Davacı işçi 23.03.1995-04.09.2013 tarihleri arasında davalı işveren nezdinde çalıştığını iddia etmiştir.
Davalı işveren ise davacının 06.10.2010-04.09.2013 tarihleri arasında çalıştığını savunmuştur.
Mahkemece hükme esas alınan bilirkişi raporunda dosyaya SGK kayıtlarının celp edilmediği tespiti yapıldıktan sonra her ne kadar davacı tanıkları iddiayı doğrulasa da davalının sunduğu işe giriş bildirgesine itibar edilerek, davacının 06.10.2000 tarihinde davalı nezdinde işe başladığı kabul edilmiştir.
Her şeyden önce bilirkişi raporunda da belirtildiği üzere davacıya ait SGK kayıtları celbedilmemiştir. Bu kayıtlar celbedilerek, davacı adına 23.03.1995 tarihinden itibaren çalışma bildirilen iş yerlerinin davalıya ait olup olmadığı, davalıya ait değil ise davalı ile bu işverenler arasında herhangi bir hukuki ilişki bulunup bulunmadığı (işyeri devri, organik bağ vs) araştırılarak, dosyadaki diğer bilgi ve belgeler ile bir değerlendirmeye tabi tutulması gerekirken, eksik inceleme ile yazılı şekilde sonuca gidilmesi hatalıdır.
3- Davacının genel tatil ücreti alacağının bulunup bulunmadığı noktasında taraflar arasında uyuşmazlık söz konusudur.
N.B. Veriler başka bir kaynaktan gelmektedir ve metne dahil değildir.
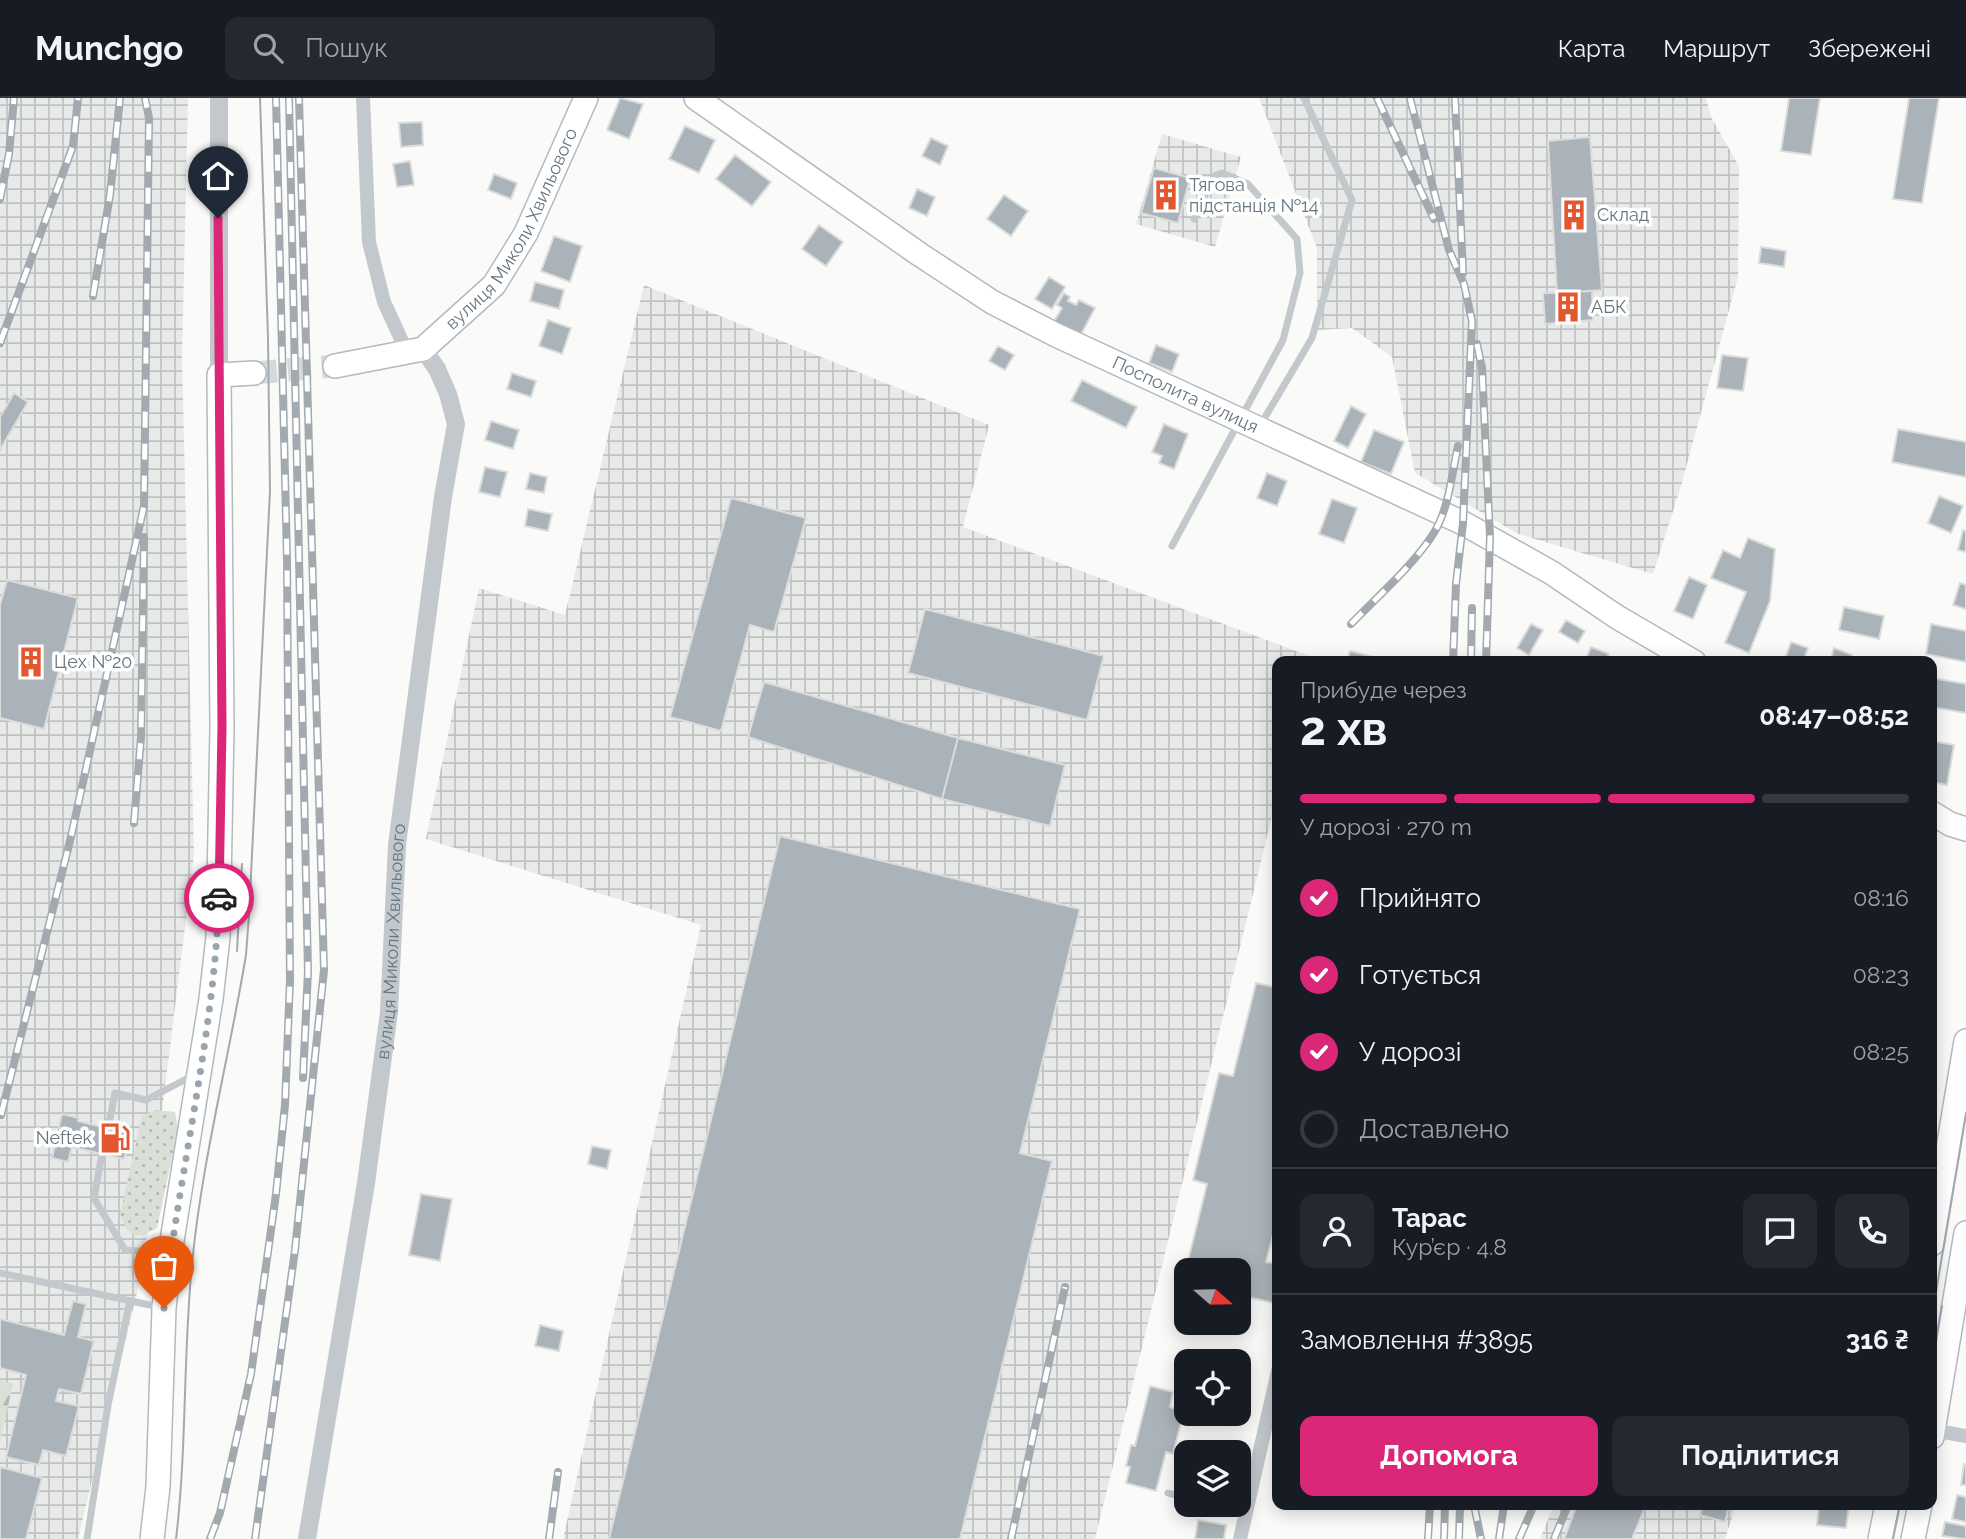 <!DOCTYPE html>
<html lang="uk">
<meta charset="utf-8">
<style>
:root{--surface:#171b24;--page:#242831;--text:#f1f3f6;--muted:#9ea1a6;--line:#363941;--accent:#db2777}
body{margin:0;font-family:Raleway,sans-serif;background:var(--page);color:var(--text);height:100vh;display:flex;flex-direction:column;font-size:26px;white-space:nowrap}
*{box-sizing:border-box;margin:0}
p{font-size:23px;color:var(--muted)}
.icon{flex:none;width:38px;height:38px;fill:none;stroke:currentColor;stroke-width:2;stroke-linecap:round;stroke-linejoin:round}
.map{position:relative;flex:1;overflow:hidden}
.side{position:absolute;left:1272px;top:558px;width:665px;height:854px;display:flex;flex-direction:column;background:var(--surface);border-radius:14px;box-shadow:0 4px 18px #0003}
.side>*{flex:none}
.needle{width:46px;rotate:110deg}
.buttons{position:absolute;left:1174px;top:1160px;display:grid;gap:14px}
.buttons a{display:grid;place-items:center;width:77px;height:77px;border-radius:14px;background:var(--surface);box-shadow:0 4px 18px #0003;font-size:35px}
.pin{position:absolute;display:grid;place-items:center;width:60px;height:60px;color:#fff;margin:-72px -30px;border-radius:50% 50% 50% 0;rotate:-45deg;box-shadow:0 0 7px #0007}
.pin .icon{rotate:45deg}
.courier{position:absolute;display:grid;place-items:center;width:70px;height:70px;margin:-35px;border:5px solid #db2777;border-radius:50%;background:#fff;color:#222;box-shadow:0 2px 9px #0007}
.summary em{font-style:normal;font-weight:700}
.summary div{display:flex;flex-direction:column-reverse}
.summary{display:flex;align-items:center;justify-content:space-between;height:119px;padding:0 28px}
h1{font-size:46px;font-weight:700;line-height:52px}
.bar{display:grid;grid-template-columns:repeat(4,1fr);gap:10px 7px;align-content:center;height:84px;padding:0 28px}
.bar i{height:9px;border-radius:5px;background:var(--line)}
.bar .active{background:var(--accent)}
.bar p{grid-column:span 4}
.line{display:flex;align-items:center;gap:18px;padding:0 28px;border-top:2px solid var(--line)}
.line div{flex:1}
.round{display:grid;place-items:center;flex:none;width:74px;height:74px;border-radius:14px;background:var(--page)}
ol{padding:0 28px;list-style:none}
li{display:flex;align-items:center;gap:21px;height:77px}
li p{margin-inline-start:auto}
li .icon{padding:7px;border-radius:50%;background:var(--accent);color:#fff;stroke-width:4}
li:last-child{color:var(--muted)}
li i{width:38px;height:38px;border:4px solid var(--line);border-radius:50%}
.button{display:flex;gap:14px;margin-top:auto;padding:14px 28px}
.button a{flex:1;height:80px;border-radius:14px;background:var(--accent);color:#fff;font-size:28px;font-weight:700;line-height:80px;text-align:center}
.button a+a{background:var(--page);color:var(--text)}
header{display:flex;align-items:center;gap:42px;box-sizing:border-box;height:98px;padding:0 35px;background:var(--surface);border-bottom:2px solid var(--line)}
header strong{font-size:33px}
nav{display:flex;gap:38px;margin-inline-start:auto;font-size:24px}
.search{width:490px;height:63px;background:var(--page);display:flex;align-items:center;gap:18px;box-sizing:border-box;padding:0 24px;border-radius:14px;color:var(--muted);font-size:26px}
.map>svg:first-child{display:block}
.industrial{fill:url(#industrial-grid)}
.grass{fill:url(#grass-dots)}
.forest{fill:url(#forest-firs)}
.building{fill:#aab3b9;stroke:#dcdcda;stroke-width:2}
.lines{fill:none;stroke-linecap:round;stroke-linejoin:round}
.trunk-tunnel{stroke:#d5d9db;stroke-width:23;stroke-dasharray:23 11;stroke-linecap:butt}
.trunk-casing{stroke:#b4b9bd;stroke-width:26}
.service{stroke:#c3c8cc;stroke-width:7}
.minor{stroke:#c3c8cc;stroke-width:14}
.tertiary{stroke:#c3c8cc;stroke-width:18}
.trunk{stroke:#fff;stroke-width:23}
.tram{stroke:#a2aab0;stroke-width:2}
.rail-casing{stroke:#a2aab0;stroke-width:8}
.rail{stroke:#fff;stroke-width:5;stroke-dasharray:16;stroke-linecap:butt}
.done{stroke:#99a4ac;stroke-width:7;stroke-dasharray:0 12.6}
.route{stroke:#db2777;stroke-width:9}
.labels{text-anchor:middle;stroke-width:7;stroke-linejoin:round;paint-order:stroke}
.poi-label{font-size:18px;fill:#657683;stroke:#fff;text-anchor:start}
.street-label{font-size:18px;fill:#657683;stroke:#fff}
</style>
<header>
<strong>Munchgo</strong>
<div class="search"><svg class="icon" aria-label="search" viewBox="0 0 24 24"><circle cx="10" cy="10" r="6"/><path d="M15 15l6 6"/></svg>Пошук</div>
<nav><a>Карта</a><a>Маршрут</a><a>Збережені</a></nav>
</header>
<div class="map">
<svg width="1966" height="1441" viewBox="0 0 1966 1441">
<defs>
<pattern id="industrial-grid" width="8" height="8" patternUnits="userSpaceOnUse" patternTransform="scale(1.75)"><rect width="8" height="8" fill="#e8e9e9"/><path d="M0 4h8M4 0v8" fill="none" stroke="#c0c1c2"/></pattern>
<pattern id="grass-dots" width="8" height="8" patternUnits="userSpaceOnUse" patternTransform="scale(1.75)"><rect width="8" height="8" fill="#dadfd7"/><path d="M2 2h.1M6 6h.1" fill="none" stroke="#b4b9b4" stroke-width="1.8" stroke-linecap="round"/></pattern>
<pattern id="forest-firs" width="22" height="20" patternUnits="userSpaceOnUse" patternTransform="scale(1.75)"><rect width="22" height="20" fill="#dadfd7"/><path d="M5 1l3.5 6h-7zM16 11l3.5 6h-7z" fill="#b4b9b4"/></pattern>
</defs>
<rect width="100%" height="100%" fill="#fafaf8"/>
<path class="industrial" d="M0,0H188L182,259L194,757L142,1174L78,1441H0Z
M1259,0H1706L1711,19L1739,68L1738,179L1681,388L1653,476L1518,436L1415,375L1392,259L1352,230L1317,232V150Z
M1162,36L1241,59L1215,149L1136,126Z
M644,187L989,327L963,429L1312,559L1311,563L1278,564L1277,698L1095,1441H563L701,827L426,741L479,490L565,517Z
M1554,1407H1736L1725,1441H1540Z"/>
<path class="grass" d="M155,1012L175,1014L178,1031L157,1130L146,1136L136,1138L127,1132L120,1117L142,1018Z"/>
<path class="forest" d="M0,1282L13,1286L0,1344Z"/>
<path class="building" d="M620,0L643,6L629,41L607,32Z
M1789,0H1820L1811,57L1781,53Z
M1909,0H1939L1922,105L1893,101Z
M422,24L423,47L401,49L399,25Z
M685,28L715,42L699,75L669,61Z
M1590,39L1602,192L1557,195L1548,43Z
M931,40L948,48L940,67L922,58Z
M735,57L771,84L752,108L716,81Z
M410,63L414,87L397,89L393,66Z
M1154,70L1190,80L1178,125L1141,115Z
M494,76L517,85L511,101L488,92Z
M917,91L935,99L927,118L909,110Z
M1004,97L1028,113L1011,138L987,121Z
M819,127L843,144L826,168L802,151Z
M554,138L582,148L570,184L541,173Z
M1761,149L1786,153L1784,169L1759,165Z
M1049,179L1065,189L1052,211L1035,201Z
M535,184L564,192L559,211L530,203Z
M1592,193L1593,222L1545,226L1543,195Z
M1064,195L1070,199L1068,203L1076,207L1079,202L1095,210L1079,240L1053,225L1062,210L1057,207Z
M548,222L571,230L562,256L539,248Z
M1156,247L1179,256L1172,274L1149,265Z
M998,248L1014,257L1005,272L989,263Z
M1722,257L1748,260L1743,293L1717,290Z
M512,275L536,283L531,299L507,291Z
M1082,282L1137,309L1126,330L1071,303Z
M14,295L28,304L0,352V319Z
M1351,308L1366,316L1348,350L1334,343Z
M491,323L519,332L513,351L485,342Z
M1164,326L1188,336L1174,371L1159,365L1162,358L1152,354Z
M1898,331L1966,344V379L1892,364Z
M1374,332L1404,344L1391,376L1361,364Z
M485,369L507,374L500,399L479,394Z
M530,375L547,379L544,395L526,391Z
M1267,375L1287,383L1277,408L1257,400Z
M1939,398L1963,408L1951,435L1928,425Z
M731,400L806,420L774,534L750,527L721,633L670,619Z
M1332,401L1357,410L1344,445L1319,436Z
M528,411L552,416L548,433L525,428Z
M1963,432L1966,433V454L1958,452Z
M1748,440L1775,451L1770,503L1749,555L1725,545L1746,494L1711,480L1723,452L1740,460Z
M1689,479L1707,487L1693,521L1674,513Z
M7,482L78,500L44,631L0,620V507Z
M1960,485L1966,487V511L1953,507Z
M1844,509L1884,518L1879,541L1839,532Z
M925,511L1104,558L1087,622L908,575Z
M1566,522L1585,533L1578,545L1559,534Z
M1531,526L1543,532L1529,557L1517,550Z
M1931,526L1966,533V564L1926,556Z
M1791,544L1808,550L1803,564H1784Z
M1591,549L1609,556L1605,564H1585Z
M1834,550L1852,557L1850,564H1830Z
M1350,553L1391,564H1347Z
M1932,580L1966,586V615L1932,609Z
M764,584L958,640L942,701L748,639Z
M958,640L1065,667L1050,728L942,701Z
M1932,643L1954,647L1947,687L1932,684Z
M780,738L1080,811L1020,1055L1052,1063L960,1441H609Z
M1256,885L1278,890V1117L1266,1164L1278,1166V1206L1239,1197V1172H1186V1184L1183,1183L1207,1086L1193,1082L1219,975L1233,978Z
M62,1016L79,1020L78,1023L130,1036L124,1061L72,1049L68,1064L52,1060Z
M592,1048L611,1052L607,1071L588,1066Z
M421,1096L452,1101L440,1163L409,1157Z
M73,1203L86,1206L78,1239L94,1243L81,1296L59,1291L56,1303L79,1308L66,1358L43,1352L39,1367L6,1359L26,1277L0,1270V1221L64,1237Z
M540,1227L563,1233L559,1253L535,1248Z
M1150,1288L1173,1294L1170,1309L1184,1313L1173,1356L1166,1354L1156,1393L1126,1385L1130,1369L1126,1368L1131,1347L1135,1348Z
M1964,1366L1966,1367V1387H1961Z
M0,1369L42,1380L26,1441H0Z
M1957,1397L1966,1399V1424L1952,1421Z
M1577,1407H1646L1632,1441H1564Z
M1703,1407H1729L1725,1424L1700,1417Z
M1819,1407H1849L1846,1430L1817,1427Z
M1198,1422L1226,1427L1224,1441H1195Z
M1945,1424L1966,1428V1441L1942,1438Z"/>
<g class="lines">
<path class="trunk-tunnel" d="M254,275L335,268"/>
<g class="trunk-casing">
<g id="trunk">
<path id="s2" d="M696,0L919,156L992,204L1056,237L1463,425L1552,475L1617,519L1694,564"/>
<path id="s3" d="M335,268L423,251L494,187L526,135L586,0"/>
<path d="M1932,715L1950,726L1966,731"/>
<path d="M1932,1146L1966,943"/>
<path d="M1932,1339L1966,1135"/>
<path d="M152,1441L158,1389L164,1210L170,1155L211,901L218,839L222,629L219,277L254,275"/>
<path d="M1880,1441L1887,1407"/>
<path d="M1913,1441L1920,1407"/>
</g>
</g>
<path class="service" d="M1261,326L1312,240L1352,102L1304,0
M1172,448L1283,242L1300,175L1297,141L1248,86L1222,75L1214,78L1194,121
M108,1031L115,995L146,1002L192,978
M102,1056L94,1100L125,1152L165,1155
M0,1175L159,1209
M1168,1395L1186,1400
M1211,1407L1245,1416
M87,1441L108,1307L130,1203"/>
<path class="minor" d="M363,0L369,144L384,204L407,254
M1932,1332L1966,1338
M1240,1441L1278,1273"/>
<g class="tertiary">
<path d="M219,0V277"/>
<path id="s1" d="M307,1441L366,1085L389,914L397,747L443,399L456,326L448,296L437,271L423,251"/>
</g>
<use href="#trunk" class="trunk"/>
<path class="tram" d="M237,853L242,766
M1932,1218L1966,1015
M1932,1267L1942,1208
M176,1441C187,1350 183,1257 192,1166C202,1062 229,960 246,857L249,817L270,393L268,240L260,0
M1893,1441L1900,1407"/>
<g class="rail-casing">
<path id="rail" d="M289,0L308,873L303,980
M1377,0L1434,121
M1410,0L1449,152L1464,186L1472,223L1463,425L1456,486L1453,564
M1455,0L1463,175
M0,101L9,56L14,0
M93,198L110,97L120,0
M0,245L73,48L78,0
M1477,246L1482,270L1490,439L1486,564
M1351,526C1377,499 1416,465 1435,433C1449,409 1452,375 1458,348
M1471,564L1472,510
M134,725L141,639L144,439
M1,1017L70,743L144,408L149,20L145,0
M1474,1407L1481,1441
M210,1441L220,1415L251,1276L276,1096L285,1007L290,882L287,462L276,0
M255,1441L295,1152L324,872L299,0
M549,1441L558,1374
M1011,1441L1065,1189
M1428,1441L1430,1407
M1444,1441L1445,1407
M1459,1441L1460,1407
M1499,1441L1504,1407
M1519,1441L1534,1407
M1554,1441L1568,1407"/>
</g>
<use href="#rail" class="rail"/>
</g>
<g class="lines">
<path class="done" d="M164,1210C179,1073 214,938 219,800"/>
<path class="route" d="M218,120L222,629L219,800"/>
</g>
<defs>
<g id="building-bare" transform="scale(2.415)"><path d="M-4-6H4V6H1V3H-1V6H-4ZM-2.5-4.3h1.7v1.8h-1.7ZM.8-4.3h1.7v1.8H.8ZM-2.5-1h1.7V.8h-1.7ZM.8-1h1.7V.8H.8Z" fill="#e4572e" stroke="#fff" stroke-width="2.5" paint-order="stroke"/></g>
<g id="fuel-bare" transform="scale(2.415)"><path d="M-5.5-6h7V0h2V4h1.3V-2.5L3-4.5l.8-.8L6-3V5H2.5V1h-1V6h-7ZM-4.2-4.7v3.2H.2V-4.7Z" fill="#e4572e" stroke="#fff" stroke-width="2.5" paint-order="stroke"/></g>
</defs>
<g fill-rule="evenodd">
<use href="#building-bare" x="1166" y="97"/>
<use href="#building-bare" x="1574" y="117"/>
<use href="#building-bare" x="1568" y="209"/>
<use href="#building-bare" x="31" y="564"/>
<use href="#fuel-bare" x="115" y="1040"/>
</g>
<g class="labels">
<g class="poi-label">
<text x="1189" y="93">Тягова<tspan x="1189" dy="21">пiдстанцiя №14</tspan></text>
<text x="1597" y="123">Склад</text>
<text x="1591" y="215">АБК</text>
<text x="54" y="570">Цех №20</text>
<text x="92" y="1046" text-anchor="end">Neftek</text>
</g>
<g class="street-label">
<text dy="6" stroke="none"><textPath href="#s3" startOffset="242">вулиця Миколи Хвильового</textPath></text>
<text dy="6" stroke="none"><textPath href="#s2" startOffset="574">Посполита вулиця</textPath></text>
<text dy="6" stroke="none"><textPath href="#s1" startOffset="604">вулиця Миколи Хвильового</textPath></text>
</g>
</g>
</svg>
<div class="buttons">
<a><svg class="needle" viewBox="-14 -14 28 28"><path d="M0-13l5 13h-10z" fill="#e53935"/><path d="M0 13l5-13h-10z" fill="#9ea1a6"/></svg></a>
<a><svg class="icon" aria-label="locate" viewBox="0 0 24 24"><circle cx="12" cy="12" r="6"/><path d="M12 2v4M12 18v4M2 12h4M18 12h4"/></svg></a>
<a><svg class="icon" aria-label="layers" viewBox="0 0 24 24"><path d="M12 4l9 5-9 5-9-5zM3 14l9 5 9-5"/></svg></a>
</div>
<div class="pin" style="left:164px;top:1210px;background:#ea580c"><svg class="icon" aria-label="bag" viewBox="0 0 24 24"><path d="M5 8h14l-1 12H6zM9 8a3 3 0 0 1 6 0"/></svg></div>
<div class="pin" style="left:218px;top:120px;background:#1f2937"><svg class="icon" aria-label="home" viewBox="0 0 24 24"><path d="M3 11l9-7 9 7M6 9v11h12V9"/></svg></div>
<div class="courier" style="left:219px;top:800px"><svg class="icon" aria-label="car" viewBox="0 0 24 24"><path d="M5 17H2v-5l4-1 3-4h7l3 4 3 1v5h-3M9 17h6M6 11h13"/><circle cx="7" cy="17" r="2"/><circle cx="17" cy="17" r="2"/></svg></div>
<section class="side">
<div class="summary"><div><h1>2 хв</h1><p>Прибуде через</p></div><em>08:47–08:52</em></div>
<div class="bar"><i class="active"></i><i class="active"></i><i class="active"></i><i></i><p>У дорозі · 270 m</p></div>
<ol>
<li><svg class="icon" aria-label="check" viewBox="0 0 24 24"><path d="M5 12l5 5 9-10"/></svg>Прийнято<p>08:16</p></li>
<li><svg class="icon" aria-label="check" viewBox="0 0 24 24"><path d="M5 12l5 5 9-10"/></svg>Готується<p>08:23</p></li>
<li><svg class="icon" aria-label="check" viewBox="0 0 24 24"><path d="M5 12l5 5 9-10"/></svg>У дорозі<p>08:25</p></li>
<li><i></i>Доставлено</li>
</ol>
<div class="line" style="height:126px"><a class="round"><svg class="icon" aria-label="person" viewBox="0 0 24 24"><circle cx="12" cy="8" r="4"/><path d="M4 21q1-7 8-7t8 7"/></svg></a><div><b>Тарас</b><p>Кур’єр · 4.8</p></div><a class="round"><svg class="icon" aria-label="chat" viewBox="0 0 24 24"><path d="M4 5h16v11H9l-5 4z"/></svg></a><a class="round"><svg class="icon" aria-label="phone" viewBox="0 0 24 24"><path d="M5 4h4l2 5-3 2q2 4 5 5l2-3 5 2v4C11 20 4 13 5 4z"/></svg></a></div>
<div class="line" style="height:91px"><div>Замовлення #3895</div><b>316 ₴</b></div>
<div class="button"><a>Допомога</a><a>Поділитися</a></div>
</section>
</div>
Mahkemece hükme esas alınan bilirkişi raporunda bordrolardaki tahakkuklar dikkate alınarak ilgili dönemlerin hesaplamada dışlandığı saptanmıştır.
Ne var ki ücret miktarı taraflar arasında ihtilaflı olup, mahkemece emsal ücret yazıları da dikkate alınarak davacı işçinin net 1.500 TL ücret ile çalıştığı kabul edilmiştir. Dolayısı ile bordrolardaki tahakkukların davacının gerçek ücreti üzerinden olmadığı dikkate alındığında söz konusu miktarların mahsubu gerekirken, yazılı şekilde dönemlerin dışlanması da hatalıdır.
4- Davacı işçinin yıllık izin ücretine hak kazanıp kazanmadığı noktasında taraflar arasında uyuşmazlık söz konusudur.
Mahkemece hükme esas alınan bilirkişi raporunda davalının sunduğu izin talep formlarına itibar edilmeksizin alacağın hesaplandığı saptanmıştır.
Davacı vekili müvekkilinin manevi baskı ile boş belgelere imza attığını iddia etmiş ise de, bu iddiasını ispatlayamamıştır.
Dolayısı ile söz konusu belgelerdeki sürelerin düşülmesi gerektiğinin gözetilmemesi de yerinde değildir.
F)SONUÇ:
Temyiz olunan kararın yukarıda açıklanan sebeplerden dolayı BOZULMASINA, peşin alınan temyiz harcının isteği halinde ilgililere iadesine, 10.03.2020 tarihinde oy birliğiyle karar verildi.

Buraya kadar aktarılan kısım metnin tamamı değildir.